INPUT DATA:

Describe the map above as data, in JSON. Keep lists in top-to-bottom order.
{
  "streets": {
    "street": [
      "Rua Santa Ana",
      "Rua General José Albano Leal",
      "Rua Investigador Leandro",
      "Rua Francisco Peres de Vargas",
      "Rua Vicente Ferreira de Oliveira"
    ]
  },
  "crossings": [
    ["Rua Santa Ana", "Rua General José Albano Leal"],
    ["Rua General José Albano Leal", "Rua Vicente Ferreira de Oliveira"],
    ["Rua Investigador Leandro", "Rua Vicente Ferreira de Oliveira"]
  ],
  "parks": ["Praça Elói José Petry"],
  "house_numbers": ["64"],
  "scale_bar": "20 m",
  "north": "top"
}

...

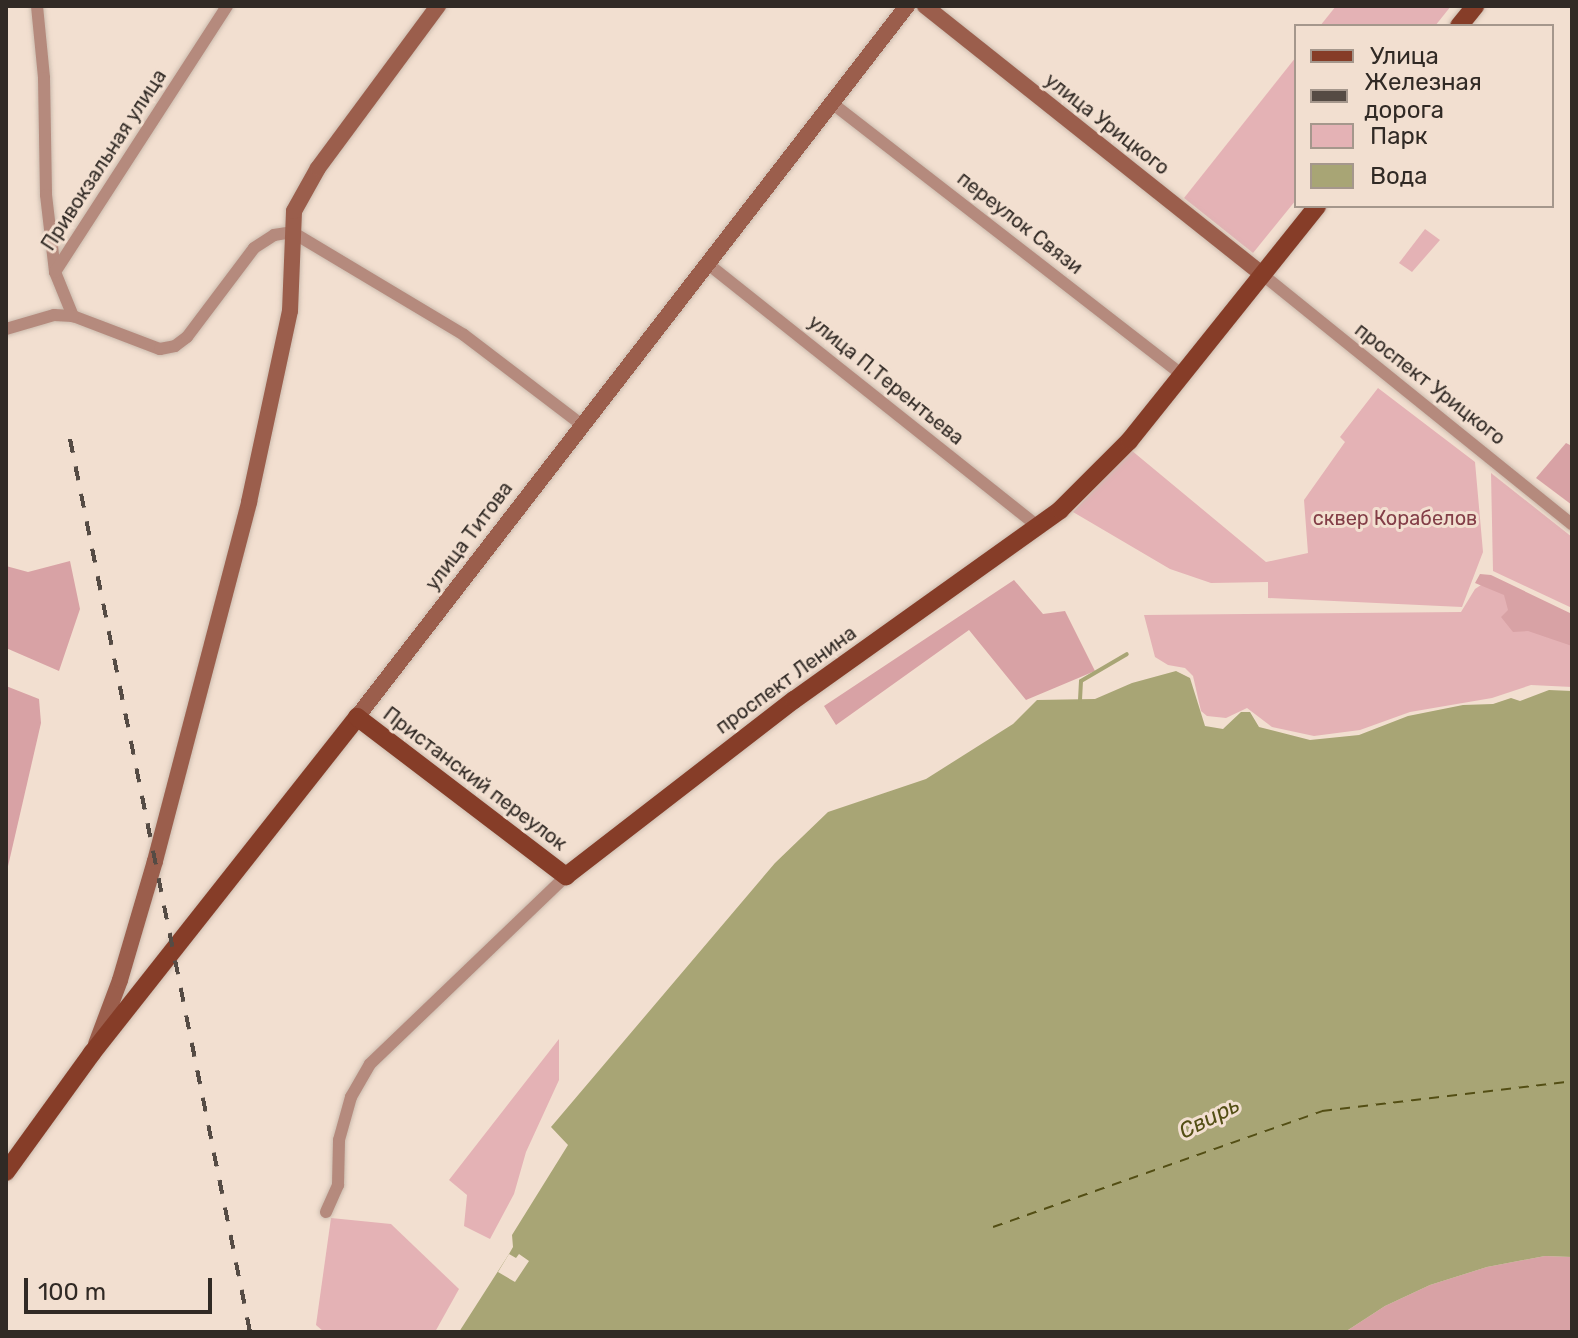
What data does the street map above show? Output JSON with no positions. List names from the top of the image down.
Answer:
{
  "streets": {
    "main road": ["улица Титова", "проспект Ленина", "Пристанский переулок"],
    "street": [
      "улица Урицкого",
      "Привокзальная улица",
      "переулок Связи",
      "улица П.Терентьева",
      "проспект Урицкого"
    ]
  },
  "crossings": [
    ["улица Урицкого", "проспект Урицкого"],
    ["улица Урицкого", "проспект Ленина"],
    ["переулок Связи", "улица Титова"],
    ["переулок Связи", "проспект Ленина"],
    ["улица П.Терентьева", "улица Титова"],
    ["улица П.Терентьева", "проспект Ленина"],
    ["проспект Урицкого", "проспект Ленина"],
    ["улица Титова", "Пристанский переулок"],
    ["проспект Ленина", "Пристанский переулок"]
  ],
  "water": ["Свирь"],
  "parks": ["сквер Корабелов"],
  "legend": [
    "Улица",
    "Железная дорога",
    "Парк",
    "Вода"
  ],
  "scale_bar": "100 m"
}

* * *

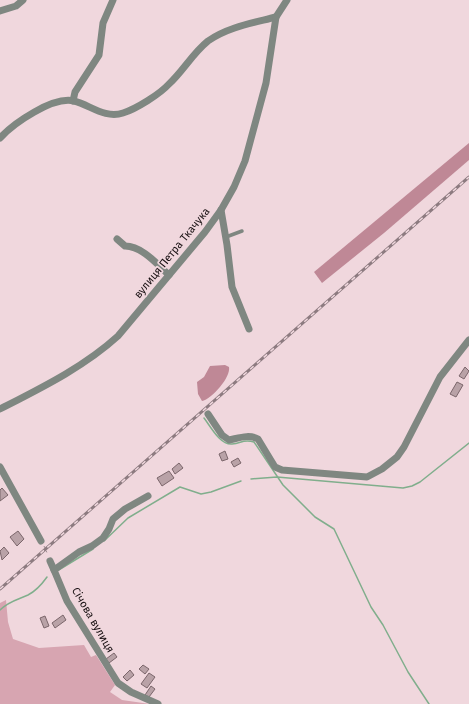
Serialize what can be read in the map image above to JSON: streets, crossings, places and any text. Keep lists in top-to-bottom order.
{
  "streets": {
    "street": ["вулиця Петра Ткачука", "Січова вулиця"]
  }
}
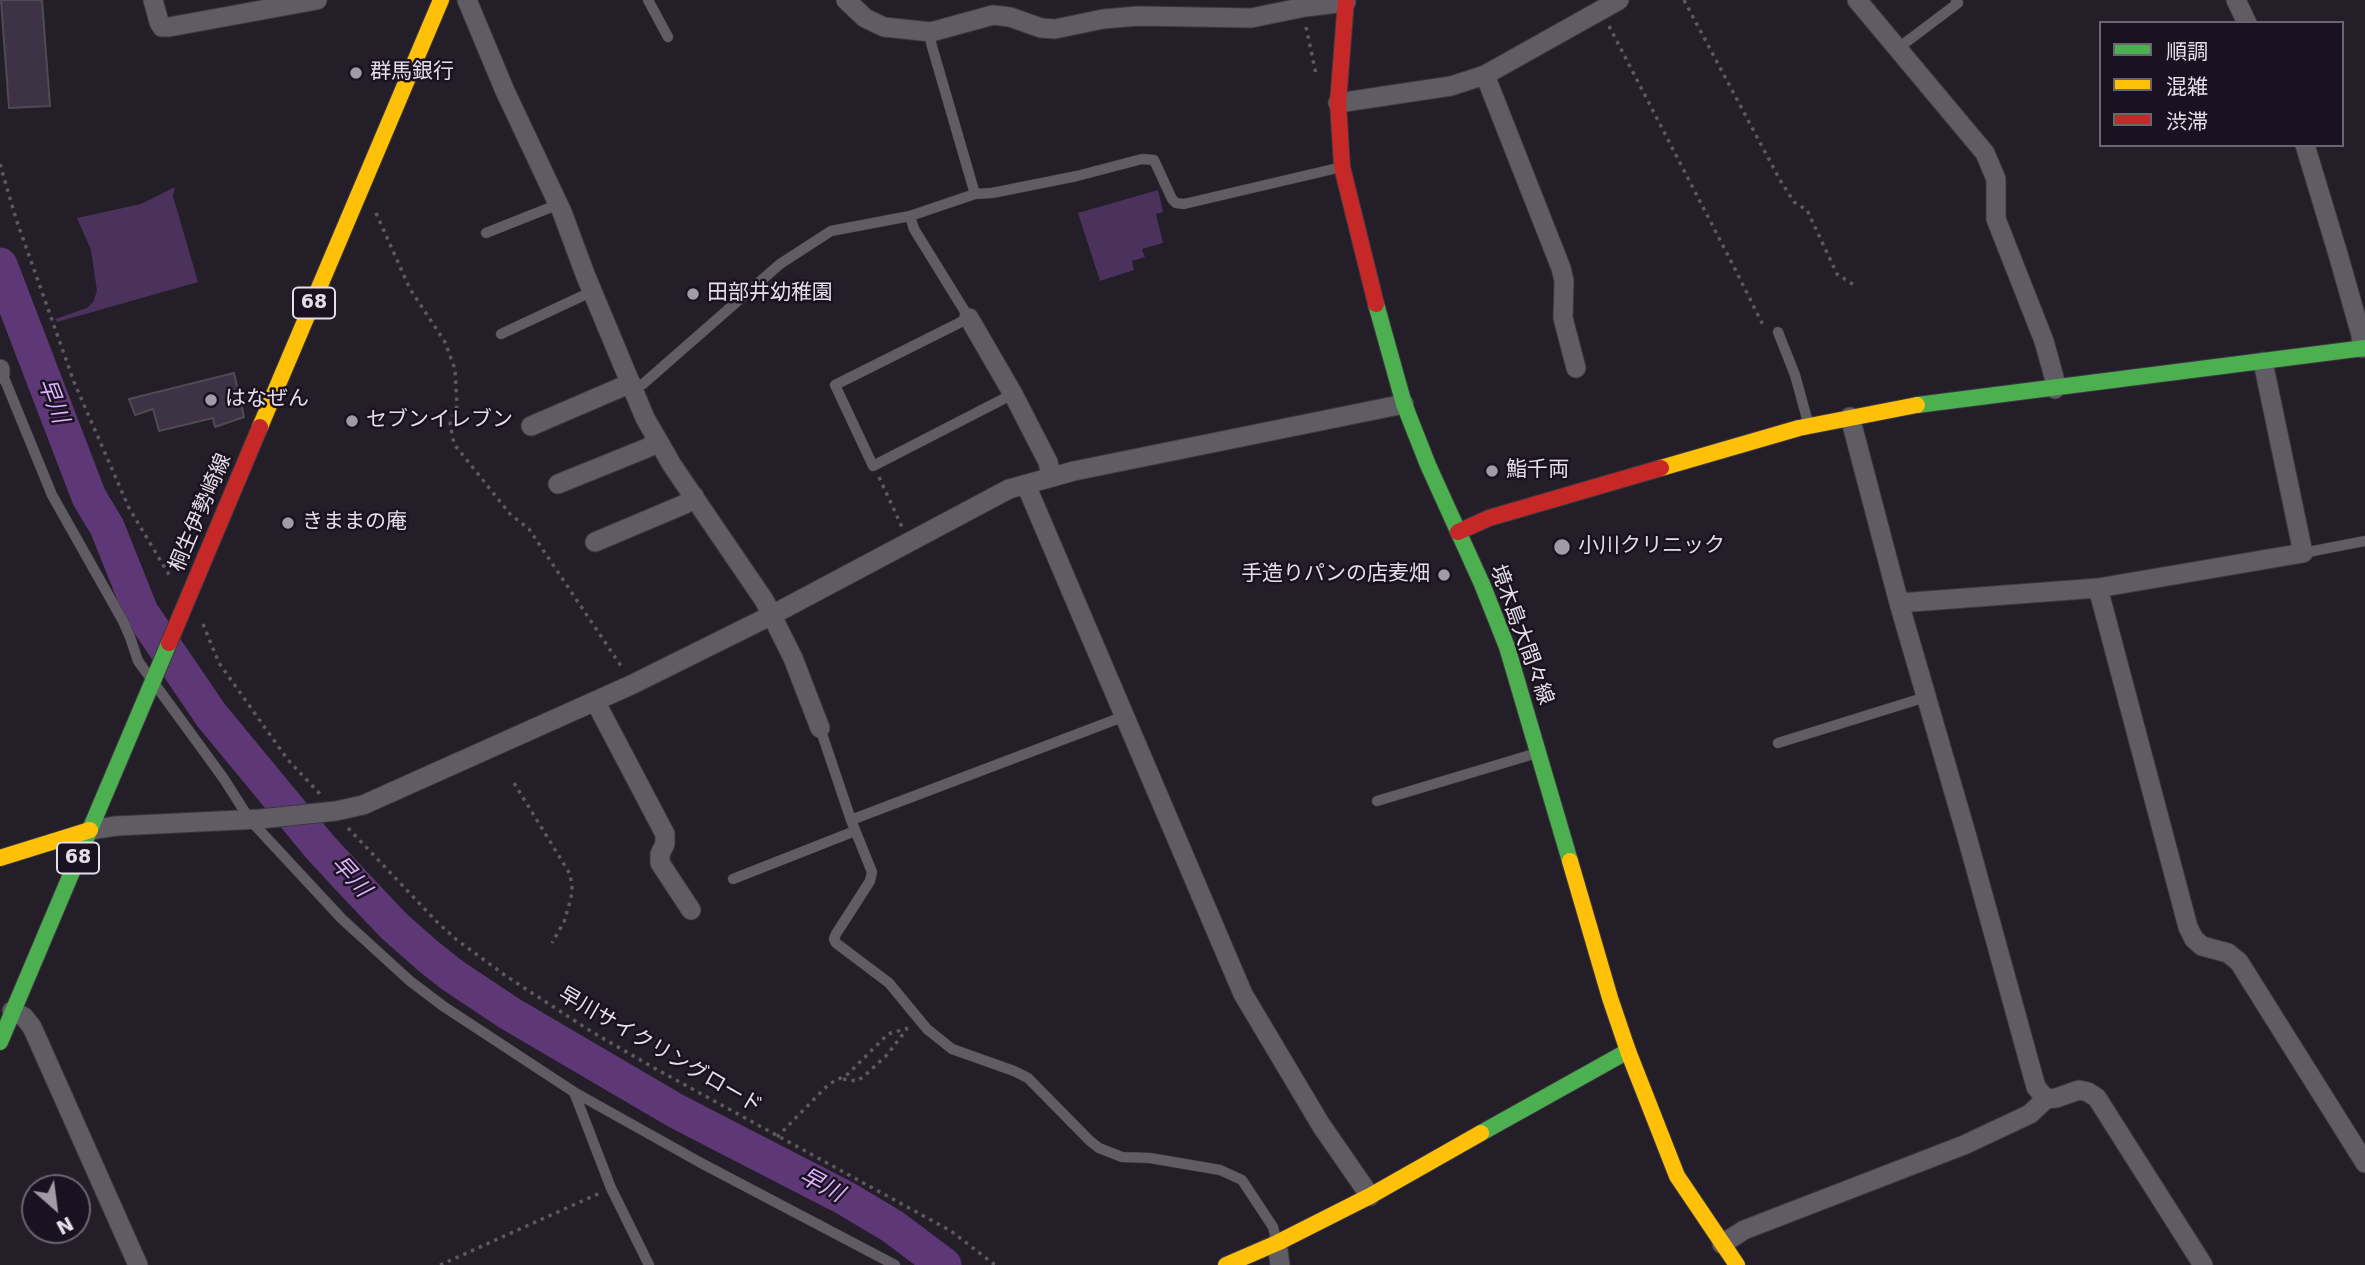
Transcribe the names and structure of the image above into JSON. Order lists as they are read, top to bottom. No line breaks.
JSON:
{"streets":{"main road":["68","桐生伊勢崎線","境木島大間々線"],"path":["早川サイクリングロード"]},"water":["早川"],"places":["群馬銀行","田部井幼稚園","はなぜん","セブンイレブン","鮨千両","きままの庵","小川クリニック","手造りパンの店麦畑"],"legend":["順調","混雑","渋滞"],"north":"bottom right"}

WHAT THE TASK ASKS: In the entries above, count each line holding "names" and report the total and nothing more.

FINAL ANSWER: 2